[[ SUPPLIED DATA open ]]
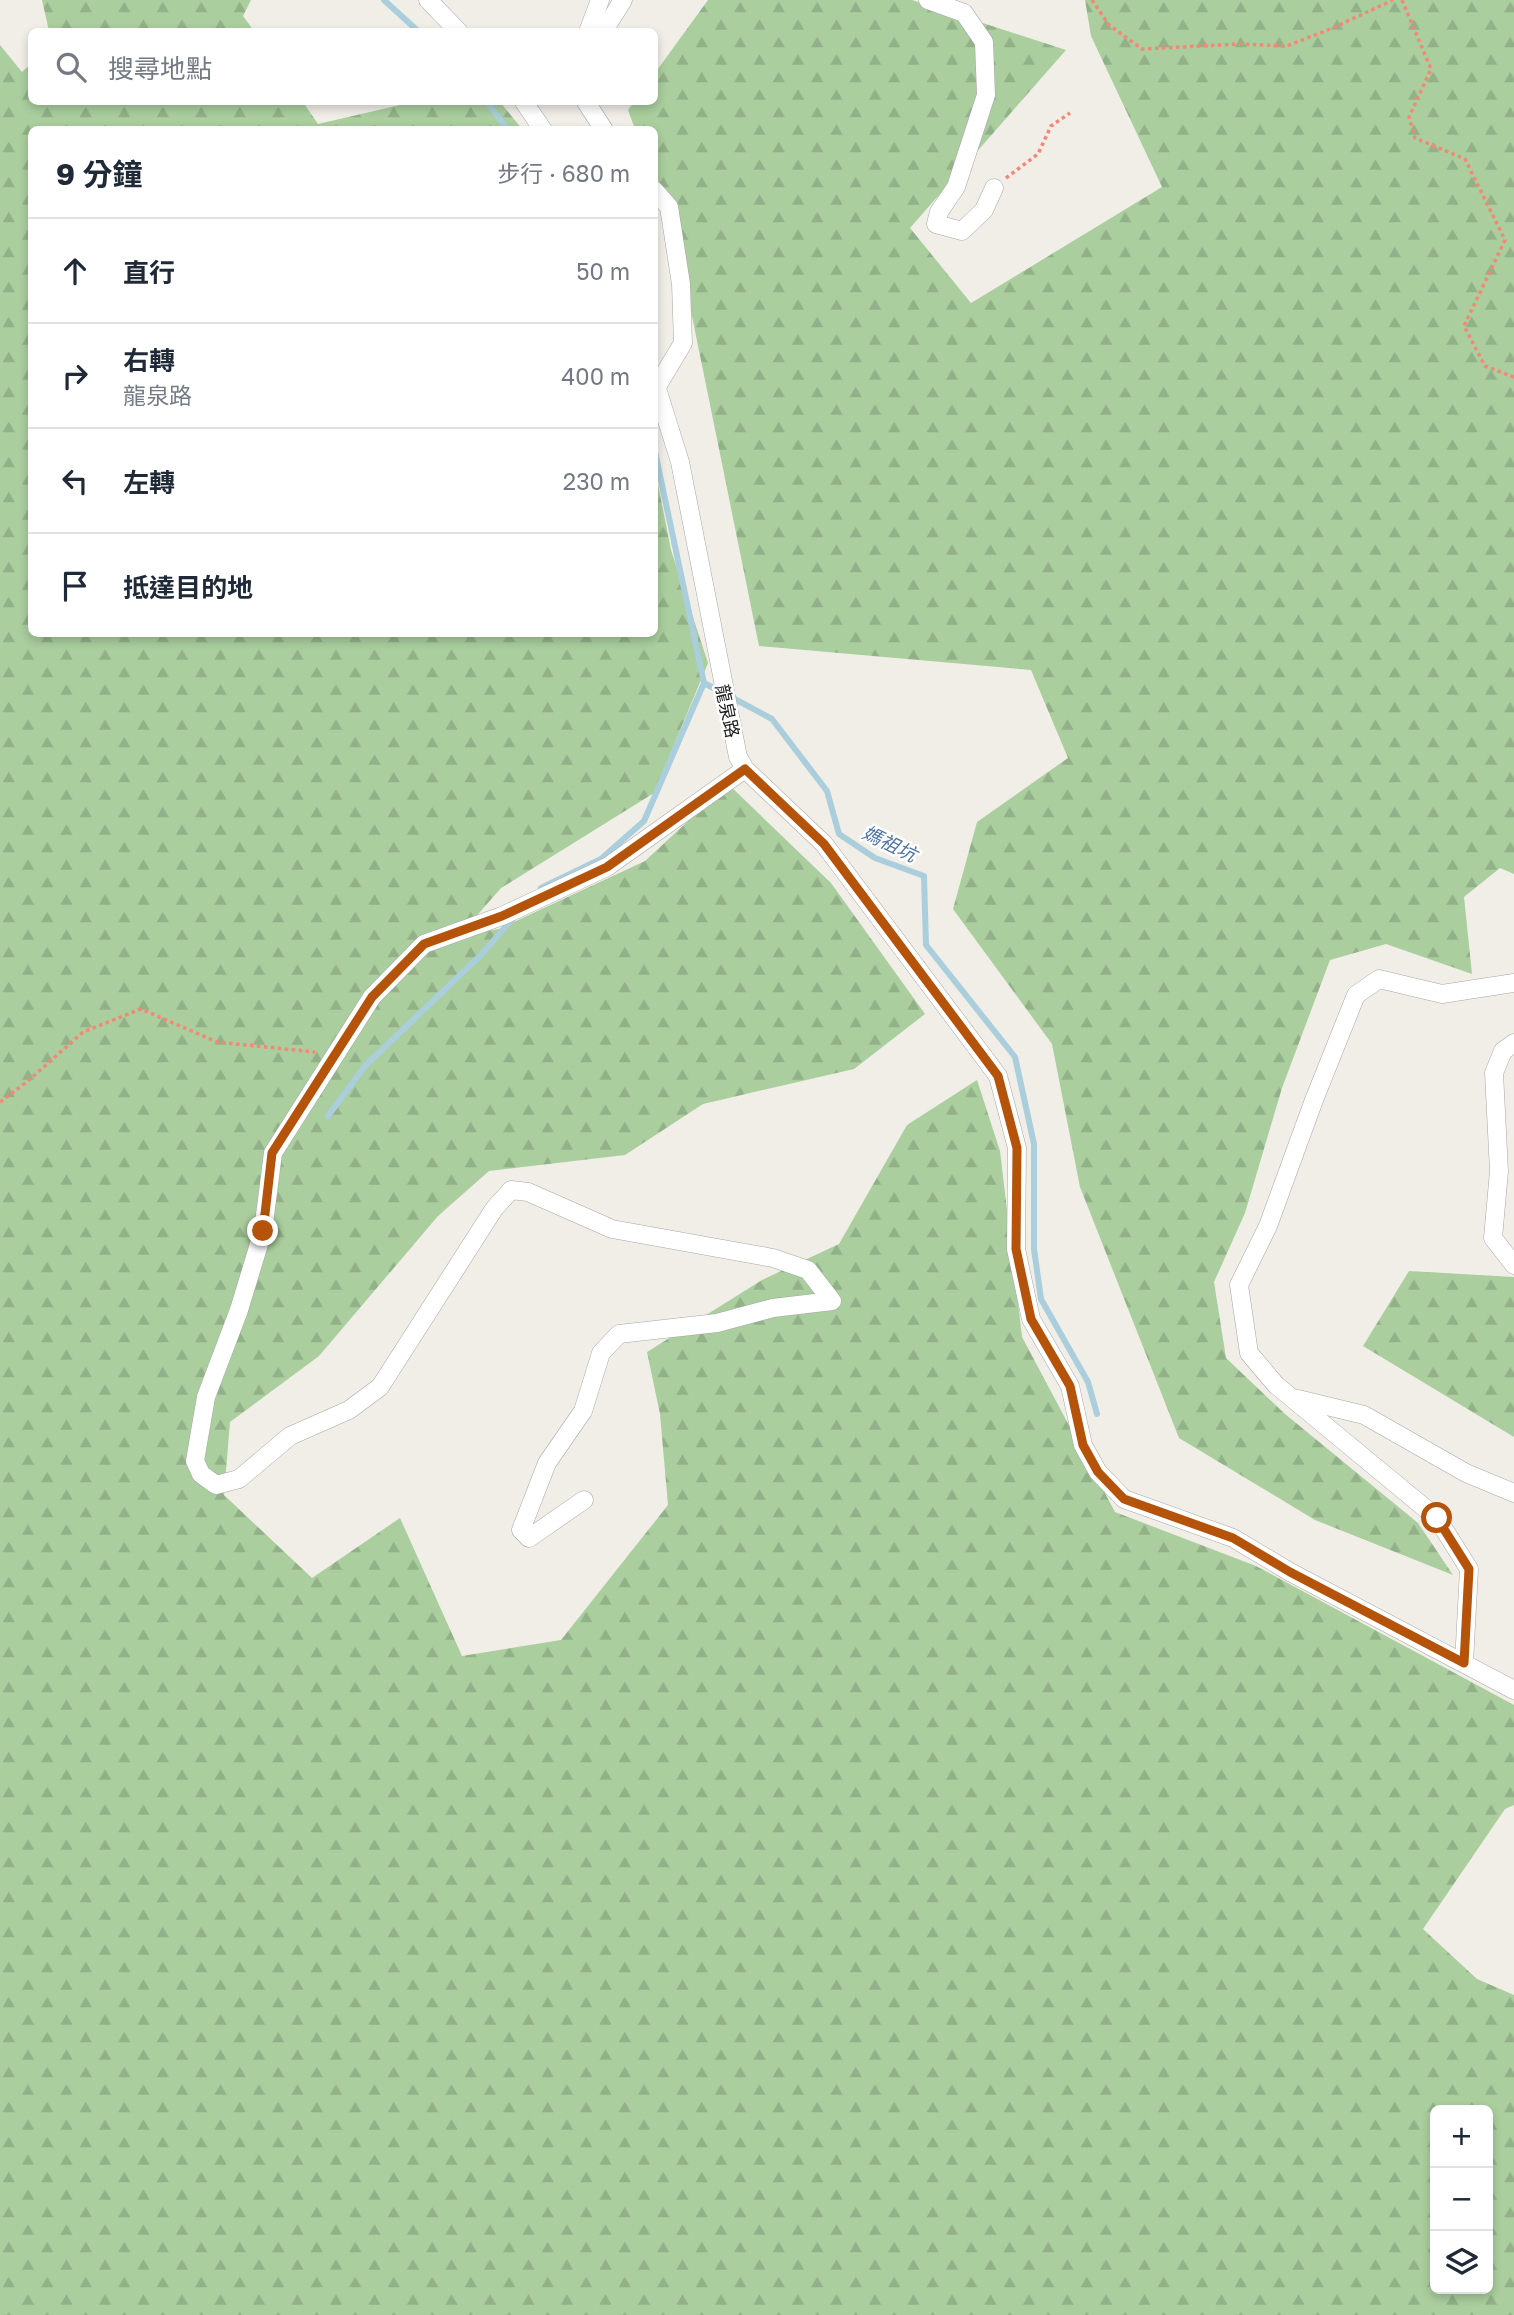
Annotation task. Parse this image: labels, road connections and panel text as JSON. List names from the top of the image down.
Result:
{
  "streets": {
    "street": ["龍泉路"]
  },
  "water": ["媽祖坑"],
  "page": {
    "search": "搜尋地點",
    "heading": ["9 分鐘", "步行 · 680 m"],
    "list": [
      ["直行", "50 m"],
      ["右轉", "龍泉路", "400 m"],
      ["左轉", "230 m"],
      "抵達目的地"
    ],
    "map_buttons": ["+", "−"]
  }
}
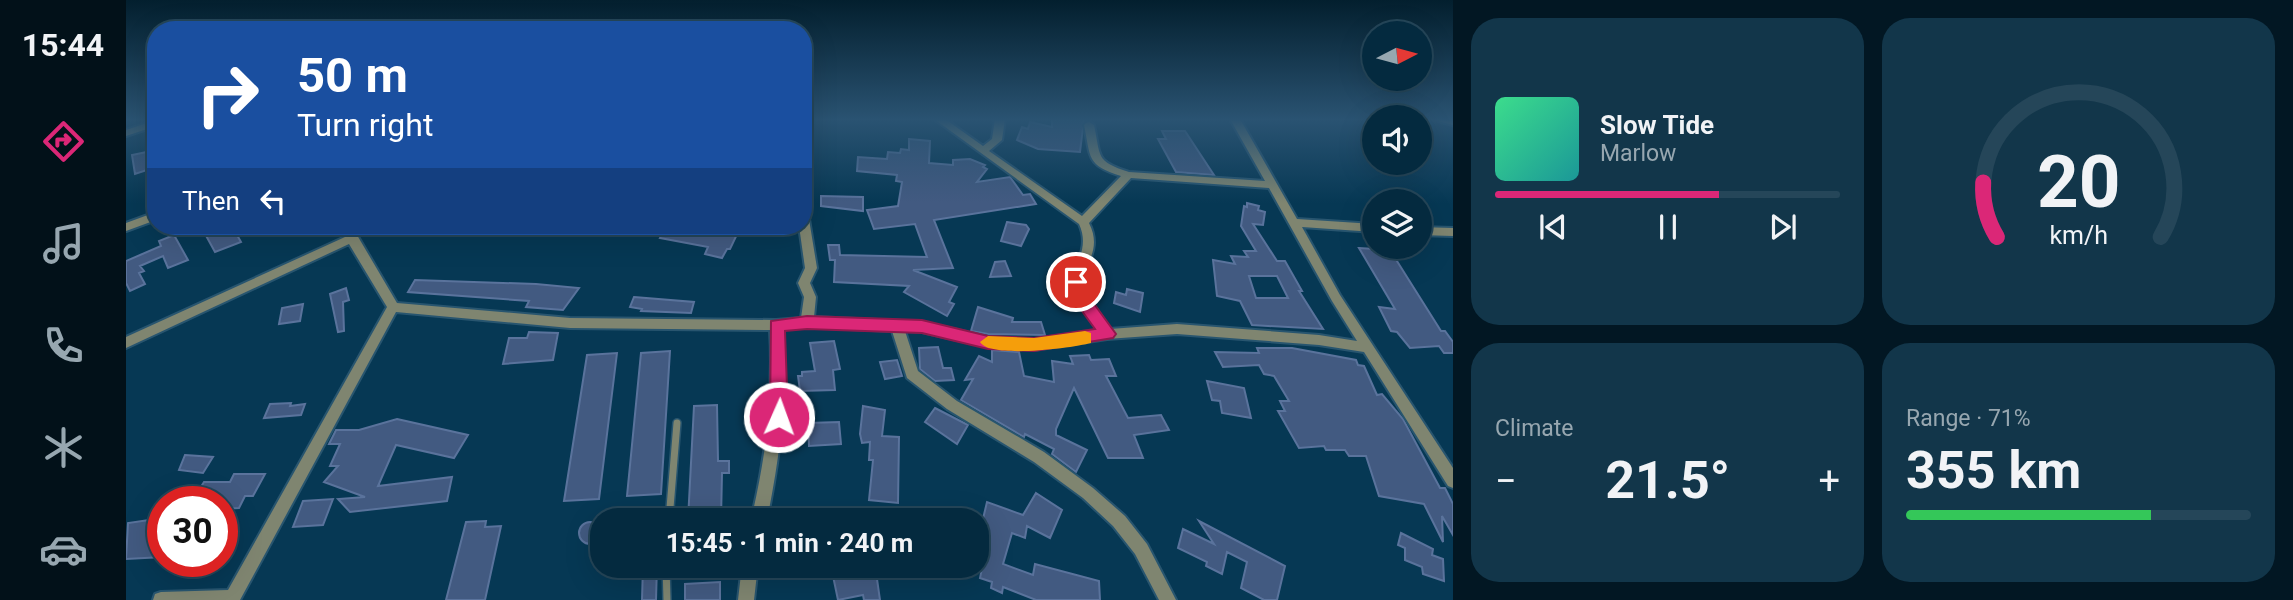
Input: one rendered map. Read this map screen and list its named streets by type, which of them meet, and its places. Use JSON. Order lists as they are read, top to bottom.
{
  "north": "right",
  "page": {
    "tabs": "15:44",
    "turn": ["50 m", "Turn right"],
    "song": ["Slow Tide", "Marlow"],
    "then": "Then",
    "tile": [
      "Climate",
      ["Range · 71%", "355 km"]
    ],
    "heat": ["−", "21.5°", "+"],
    "limit": "30",
    "trip": "15:45 · 1 min · 240 m",
    "gauge": ["20", "km/h"]
  }
}
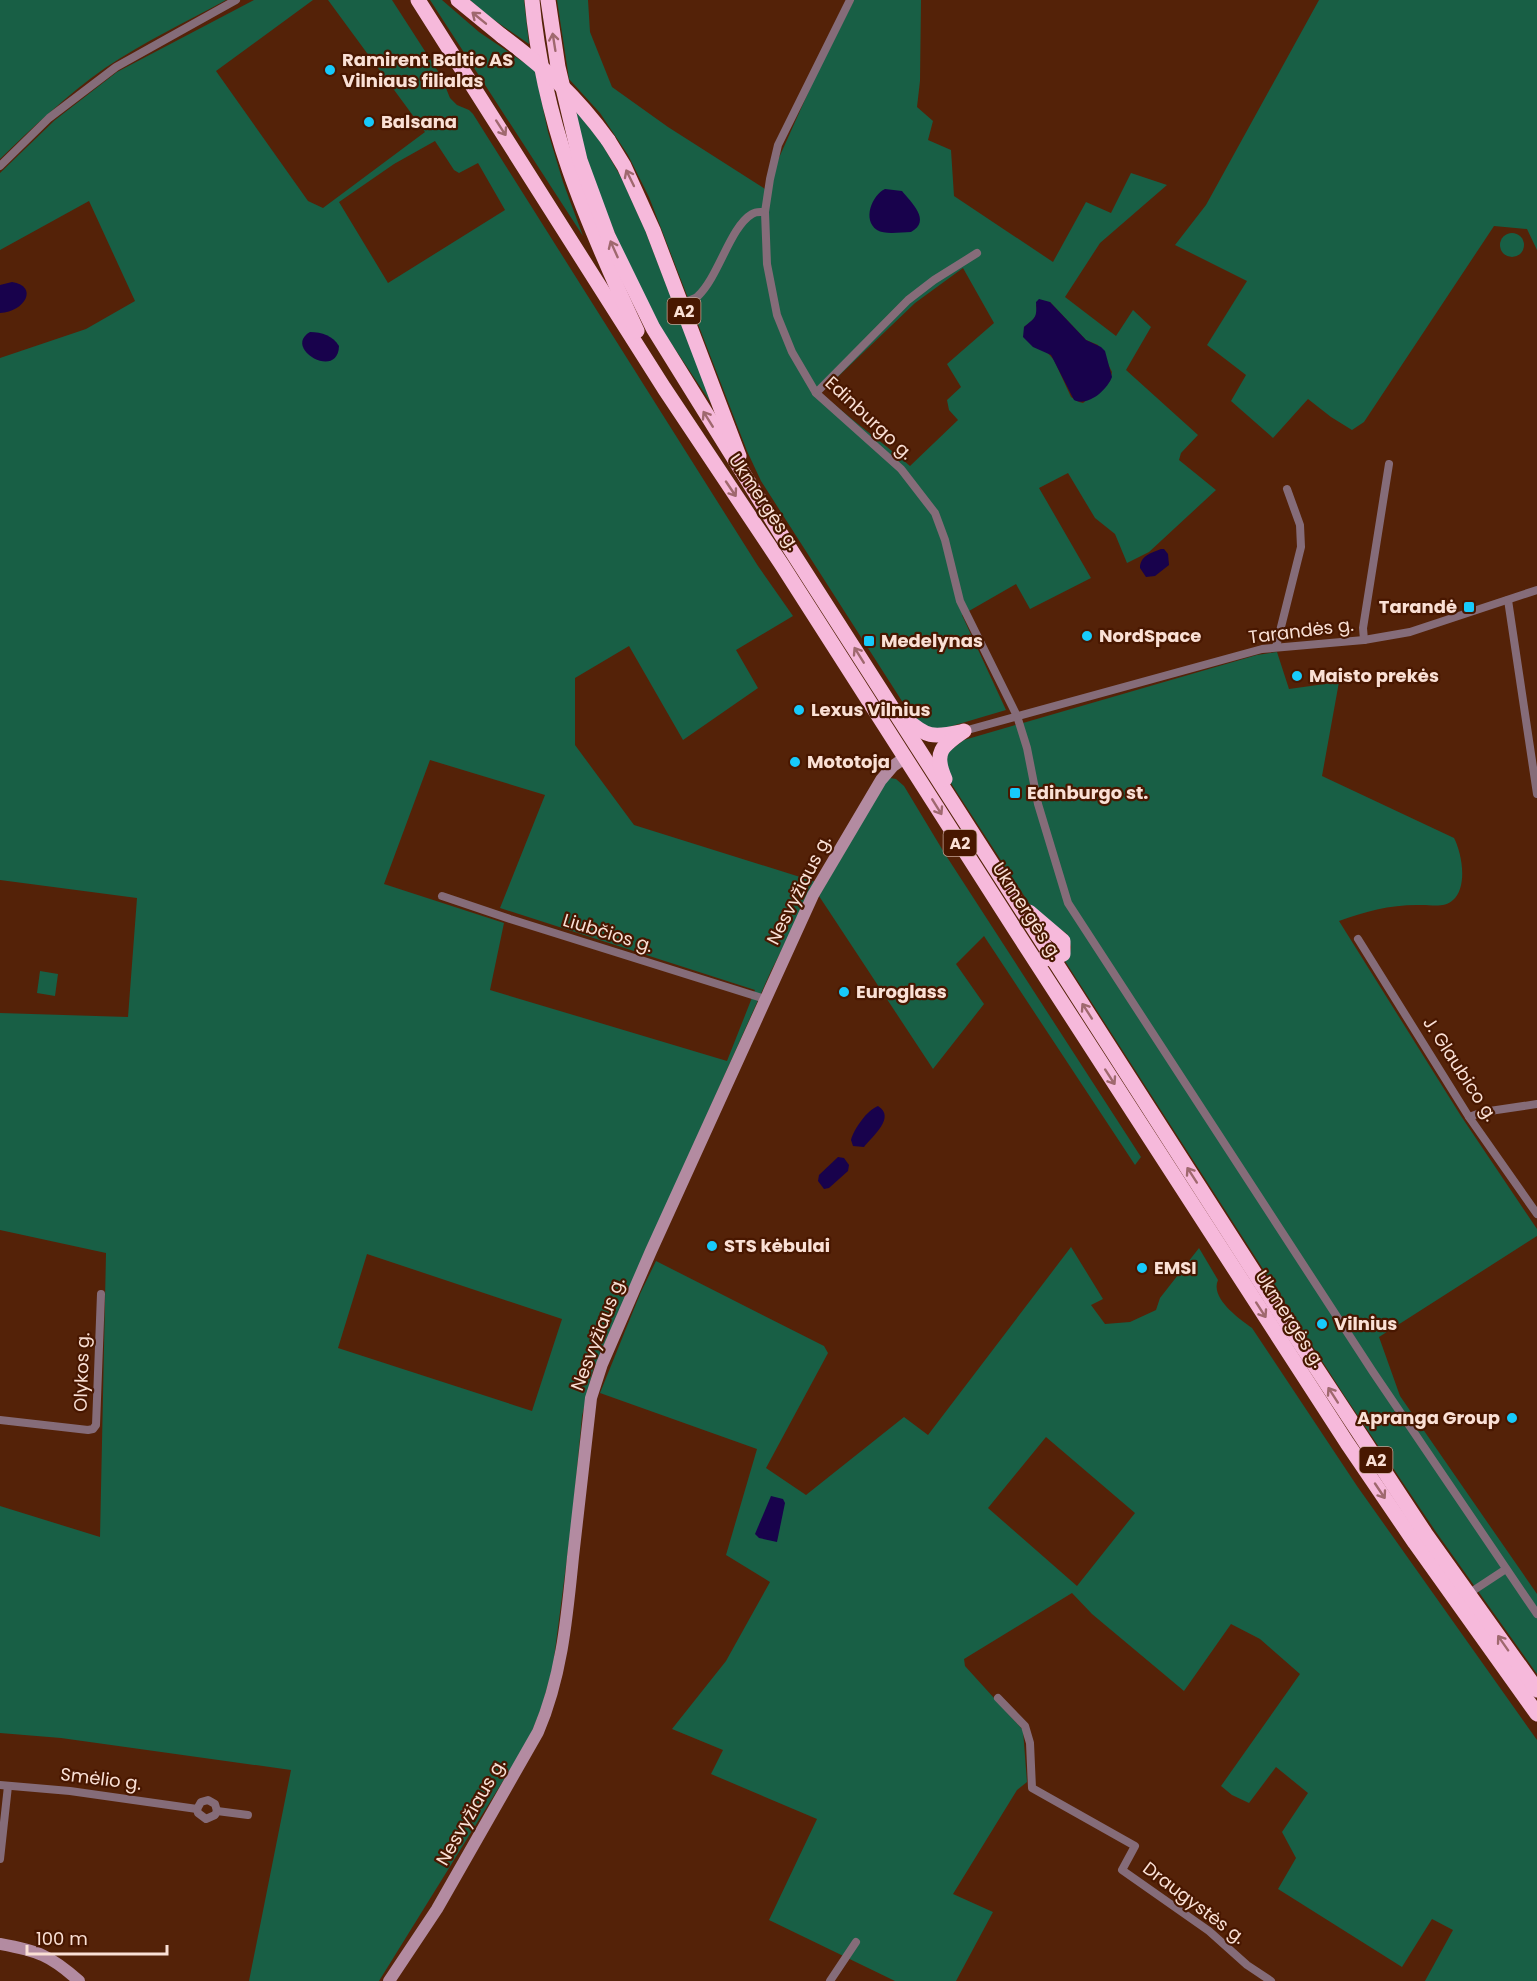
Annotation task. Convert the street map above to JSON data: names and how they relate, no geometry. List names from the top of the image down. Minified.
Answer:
[[ SUPPLIED DATA closed ]]
▶ AIM OF THE EXERCISE: Make an exact copy of every line from the one with "Annotation task. Convert" to the end of the data, with the first and last of those lines included.

▶ RESULT:
Annotation task. Convert the street map above to JSON data: names and how they relate, no geometry. List names from the top of the image down. Minified.
Answer:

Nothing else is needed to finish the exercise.